---- Data records

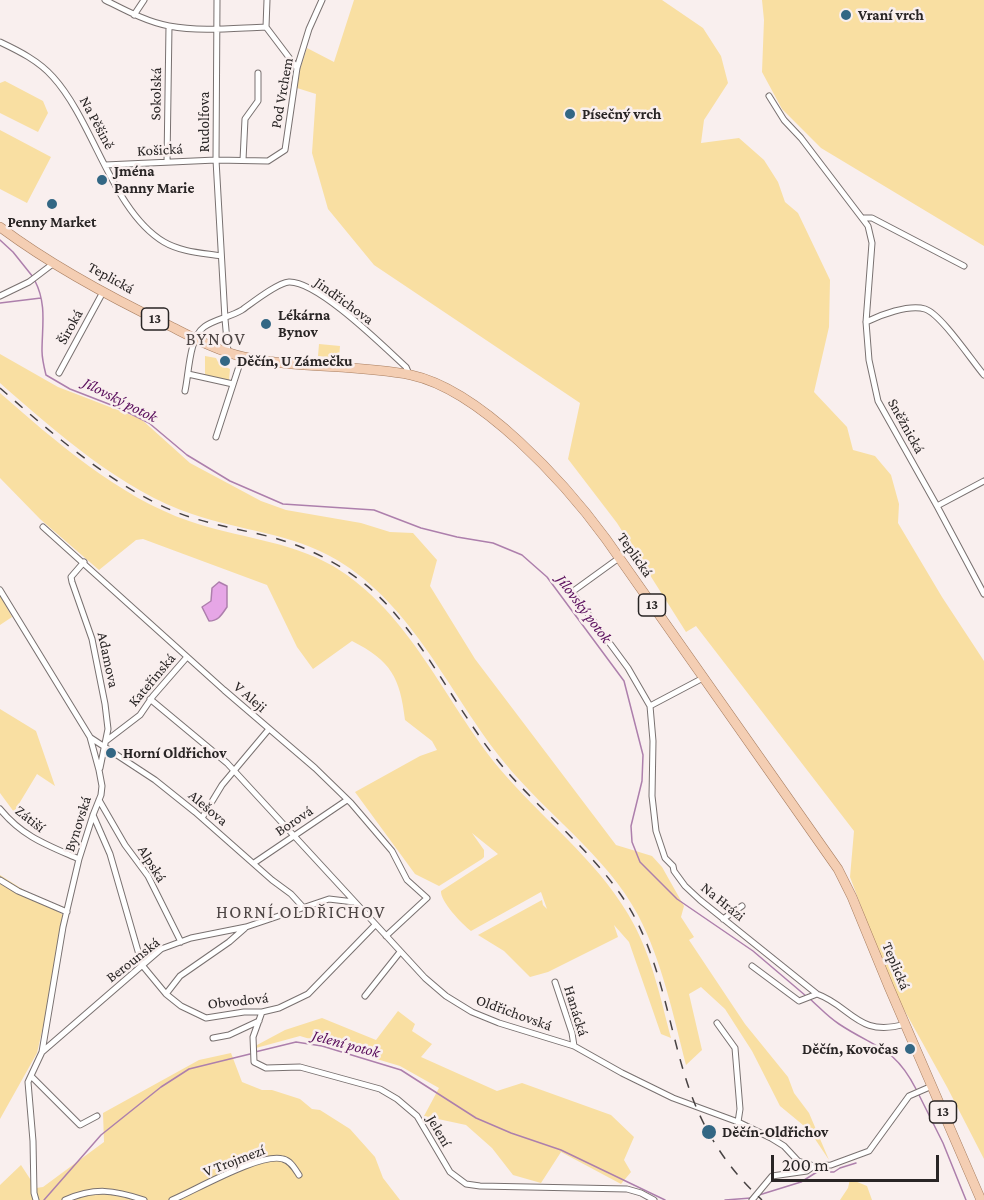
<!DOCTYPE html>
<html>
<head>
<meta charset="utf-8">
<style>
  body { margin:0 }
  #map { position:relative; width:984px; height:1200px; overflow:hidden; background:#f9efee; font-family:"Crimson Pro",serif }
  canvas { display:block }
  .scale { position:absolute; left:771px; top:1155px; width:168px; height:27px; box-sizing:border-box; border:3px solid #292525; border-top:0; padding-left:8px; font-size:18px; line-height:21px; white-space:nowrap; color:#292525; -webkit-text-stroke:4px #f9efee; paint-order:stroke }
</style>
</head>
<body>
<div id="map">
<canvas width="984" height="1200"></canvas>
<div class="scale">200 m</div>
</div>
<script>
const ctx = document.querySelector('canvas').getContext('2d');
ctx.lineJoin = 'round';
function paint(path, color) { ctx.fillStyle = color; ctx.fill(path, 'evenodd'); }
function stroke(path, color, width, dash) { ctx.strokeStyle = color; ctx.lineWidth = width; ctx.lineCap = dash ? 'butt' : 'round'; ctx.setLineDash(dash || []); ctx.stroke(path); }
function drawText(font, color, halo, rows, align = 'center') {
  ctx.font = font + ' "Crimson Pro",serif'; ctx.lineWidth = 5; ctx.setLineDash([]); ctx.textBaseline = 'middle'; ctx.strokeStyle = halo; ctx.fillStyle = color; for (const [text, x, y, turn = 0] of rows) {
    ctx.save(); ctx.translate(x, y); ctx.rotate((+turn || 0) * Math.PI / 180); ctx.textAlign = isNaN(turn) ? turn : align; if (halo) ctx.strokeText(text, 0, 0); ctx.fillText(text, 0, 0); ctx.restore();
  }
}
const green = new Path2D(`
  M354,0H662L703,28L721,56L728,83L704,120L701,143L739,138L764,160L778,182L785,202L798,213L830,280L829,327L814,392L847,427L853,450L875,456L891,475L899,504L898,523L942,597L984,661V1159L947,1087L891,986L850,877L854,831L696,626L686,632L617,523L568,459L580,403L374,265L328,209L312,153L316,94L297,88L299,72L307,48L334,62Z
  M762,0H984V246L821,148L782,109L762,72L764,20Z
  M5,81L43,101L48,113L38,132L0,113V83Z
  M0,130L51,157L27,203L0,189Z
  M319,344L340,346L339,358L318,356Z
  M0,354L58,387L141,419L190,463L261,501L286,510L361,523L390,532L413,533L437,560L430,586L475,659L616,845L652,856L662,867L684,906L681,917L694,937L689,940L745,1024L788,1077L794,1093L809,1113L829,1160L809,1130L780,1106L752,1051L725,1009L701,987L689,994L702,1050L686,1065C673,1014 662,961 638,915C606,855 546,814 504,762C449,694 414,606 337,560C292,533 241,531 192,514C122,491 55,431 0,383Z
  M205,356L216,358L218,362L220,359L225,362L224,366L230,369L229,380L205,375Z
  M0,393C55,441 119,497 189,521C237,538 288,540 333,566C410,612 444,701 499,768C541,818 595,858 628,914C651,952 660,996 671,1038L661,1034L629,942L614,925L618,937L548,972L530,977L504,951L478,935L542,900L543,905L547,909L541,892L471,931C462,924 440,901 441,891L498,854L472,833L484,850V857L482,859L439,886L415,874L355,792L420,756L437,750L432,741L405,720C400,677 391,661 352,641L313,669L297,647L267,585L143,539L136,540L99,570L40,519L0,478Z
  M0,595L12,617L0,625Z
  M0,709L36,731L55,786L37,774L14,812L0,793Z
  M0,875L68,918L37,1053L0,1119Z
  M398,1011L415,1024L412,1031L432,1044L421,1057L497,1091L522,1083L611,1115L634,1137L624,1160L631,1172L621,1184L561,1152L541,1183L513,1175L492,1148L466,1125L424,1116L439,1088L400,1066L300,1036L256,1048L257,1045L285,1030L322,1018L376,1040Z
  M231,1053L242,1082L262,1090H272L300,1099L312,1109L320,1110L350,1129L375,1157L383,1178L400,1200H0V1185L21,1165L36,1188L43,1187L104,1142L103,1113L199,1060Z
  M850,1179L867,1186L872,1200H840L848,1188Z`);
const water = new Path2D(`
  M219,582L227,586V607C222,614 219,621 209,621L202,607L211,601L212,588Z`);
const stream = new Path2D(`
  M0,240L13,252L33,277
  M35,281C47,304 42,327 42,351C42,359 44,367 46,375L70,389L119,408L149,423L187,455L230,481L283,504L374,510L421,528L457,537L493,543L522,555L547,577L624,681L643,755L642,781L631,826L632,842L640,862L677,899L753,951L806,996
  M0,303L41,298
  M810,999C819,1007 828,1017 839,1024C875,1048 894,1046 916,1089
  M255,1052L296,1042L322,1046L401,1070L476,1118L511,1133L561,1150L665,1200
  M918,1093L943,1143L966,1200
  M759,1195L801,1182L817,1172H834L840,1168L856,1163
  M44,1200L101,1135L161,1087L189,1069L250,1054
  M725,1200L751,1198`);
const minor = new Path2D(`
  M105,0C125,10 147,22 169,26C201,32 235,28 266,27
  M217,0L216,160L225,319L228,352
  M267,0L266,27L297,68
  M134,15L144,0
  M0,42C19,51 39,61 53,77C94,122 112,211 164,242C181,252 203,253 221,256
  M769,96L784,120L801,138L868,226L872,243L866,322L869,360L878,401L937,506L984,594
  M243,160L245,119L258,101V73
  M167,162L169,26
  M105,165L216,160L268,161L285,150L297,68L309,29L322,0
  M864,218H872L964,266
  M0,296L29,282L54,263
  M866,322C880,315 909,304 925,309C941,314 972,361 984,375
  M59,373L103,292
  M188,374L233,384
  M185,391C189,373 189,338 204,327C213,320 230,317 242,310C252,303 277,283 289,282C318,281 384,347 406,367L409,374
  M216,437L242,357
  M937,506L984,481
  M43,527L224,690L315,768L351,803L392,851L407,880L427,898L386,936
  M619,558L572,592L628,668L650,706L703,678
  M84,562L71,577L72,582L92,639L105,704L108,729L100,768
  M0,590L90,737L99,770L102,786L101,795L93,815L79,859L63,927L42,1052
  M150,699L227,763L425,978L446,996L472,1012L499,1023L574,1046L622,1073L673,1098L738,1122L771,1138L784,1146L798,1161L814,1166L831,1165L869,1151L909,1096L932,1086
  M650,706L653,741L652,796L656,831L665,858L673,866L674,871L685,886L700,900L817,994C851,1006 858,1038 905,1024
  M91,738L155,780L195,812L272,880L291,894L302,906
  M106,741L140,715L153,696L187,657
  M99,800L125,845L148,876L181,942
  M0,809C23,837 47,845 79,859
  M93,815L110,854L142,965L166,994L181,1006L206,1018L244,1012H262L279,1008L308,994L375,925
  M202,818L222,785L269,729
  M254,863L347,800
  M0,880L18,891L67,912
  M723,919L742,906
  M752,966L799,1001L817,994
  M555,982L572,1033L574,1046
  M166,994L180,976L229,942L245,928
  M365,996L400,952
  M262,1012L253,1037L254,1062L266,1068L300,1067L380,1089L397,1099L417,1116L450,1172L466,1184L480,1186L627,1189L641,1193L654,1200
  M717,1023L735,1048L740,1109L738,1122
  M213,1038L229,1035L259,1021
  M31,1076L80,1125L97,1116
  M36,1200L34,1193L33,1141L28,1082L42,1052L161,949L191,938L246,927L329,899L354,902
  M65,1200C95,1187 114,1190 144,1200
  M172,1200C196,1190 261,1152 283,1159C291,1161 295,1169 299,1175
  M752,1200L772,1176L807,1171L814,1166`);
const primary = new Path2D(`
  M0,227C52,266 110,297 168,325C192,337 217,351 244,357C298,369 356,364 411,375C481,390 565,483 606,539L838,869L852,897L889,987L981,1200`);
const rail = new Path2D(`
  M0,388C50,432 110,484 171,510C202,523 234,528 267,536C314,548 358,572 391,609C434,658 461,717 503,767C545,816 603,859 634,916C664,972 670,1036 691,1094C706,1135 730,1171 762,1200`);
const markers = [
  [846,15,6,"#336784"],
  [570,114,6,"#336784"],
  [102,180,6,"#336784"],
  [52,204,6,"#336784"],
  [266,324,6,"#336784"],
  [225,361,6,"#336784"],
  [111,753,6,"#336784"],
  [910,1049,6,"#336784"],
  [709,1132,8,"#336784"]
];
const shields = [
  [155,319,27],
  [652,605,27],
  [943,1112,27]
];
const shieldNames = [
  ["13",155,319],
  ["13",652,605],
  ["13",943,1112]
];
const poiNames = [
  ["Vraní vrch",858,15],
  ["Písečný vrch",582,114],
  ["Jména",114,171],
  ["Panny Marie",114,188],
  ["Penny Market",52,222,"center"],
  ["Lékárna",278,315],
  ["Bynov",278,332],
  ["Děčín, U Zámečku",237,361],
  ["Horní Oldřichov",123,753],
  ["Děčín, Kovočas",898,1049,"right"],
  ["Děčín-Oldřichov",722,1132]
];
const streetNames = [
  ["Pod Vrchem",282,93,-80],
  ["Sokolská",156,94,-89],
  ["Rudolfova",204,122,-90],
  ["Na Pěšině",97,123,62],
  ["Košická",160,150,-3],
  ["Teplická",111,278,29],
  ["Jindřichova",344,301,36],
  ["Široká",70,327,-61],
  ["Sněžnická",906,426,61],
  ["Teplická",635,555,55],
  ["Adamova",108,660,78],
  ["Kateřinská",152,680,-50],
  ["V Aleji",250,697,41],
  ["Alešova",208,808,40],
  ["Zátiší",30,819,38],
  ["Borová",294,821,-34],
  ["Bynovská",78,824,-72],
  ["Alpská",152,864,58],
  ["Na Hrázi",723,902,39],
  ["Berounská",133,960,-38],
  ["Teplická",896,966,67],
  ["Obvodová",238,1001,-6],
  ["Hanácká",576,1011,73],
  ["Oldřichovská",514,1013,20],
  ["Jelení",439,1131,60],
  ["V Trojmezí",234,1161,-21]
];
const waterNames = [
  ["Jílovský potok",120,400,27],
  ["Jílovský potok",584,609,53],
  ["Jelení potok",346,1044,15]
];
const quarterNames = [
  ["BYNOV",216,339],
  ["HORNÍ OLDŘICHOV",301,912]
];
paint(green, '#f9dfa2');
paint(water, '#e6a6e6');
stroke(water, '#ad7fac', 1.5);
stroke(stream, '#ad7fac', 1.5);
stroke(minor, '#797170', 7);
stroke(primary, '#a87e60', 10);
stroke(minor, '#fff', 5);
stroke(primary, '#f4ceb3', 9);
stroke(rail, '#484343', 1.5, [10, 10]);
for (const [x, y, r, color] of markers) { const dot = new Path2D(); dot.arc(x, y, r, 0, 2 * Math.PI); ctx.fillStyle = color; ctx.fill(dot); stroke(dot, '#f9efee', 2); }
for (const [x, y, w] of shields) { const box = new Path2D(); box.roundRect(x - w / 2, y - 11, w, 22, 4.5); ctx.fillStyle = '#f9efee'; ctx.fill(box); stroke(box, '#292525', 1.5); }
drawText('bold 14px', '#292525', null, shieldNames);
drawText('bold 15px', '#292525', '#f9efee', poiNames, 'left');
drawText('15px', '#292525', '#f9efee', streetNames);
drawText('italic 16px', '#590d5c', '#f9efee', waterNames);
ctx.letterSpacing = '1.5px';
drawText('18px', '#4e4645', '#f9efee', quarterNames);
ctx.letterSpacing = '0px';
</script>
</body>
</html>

--------

What you are asked to do. Report each line in the data that holds the word "scale".

Problem solution.
  .scale { position:absolute; left:771px; top:1155px; width:168px; height:27px; box-sizing:border-box; border:3px solid #292525; border-top:0; padding-left:8px; font-size:18px; line-height:21px; white-space:nowrap; color:#292525; -webkit-text-stroke:4px #f9efee; paint-order:stroke }
<div class="scale">200 m</div>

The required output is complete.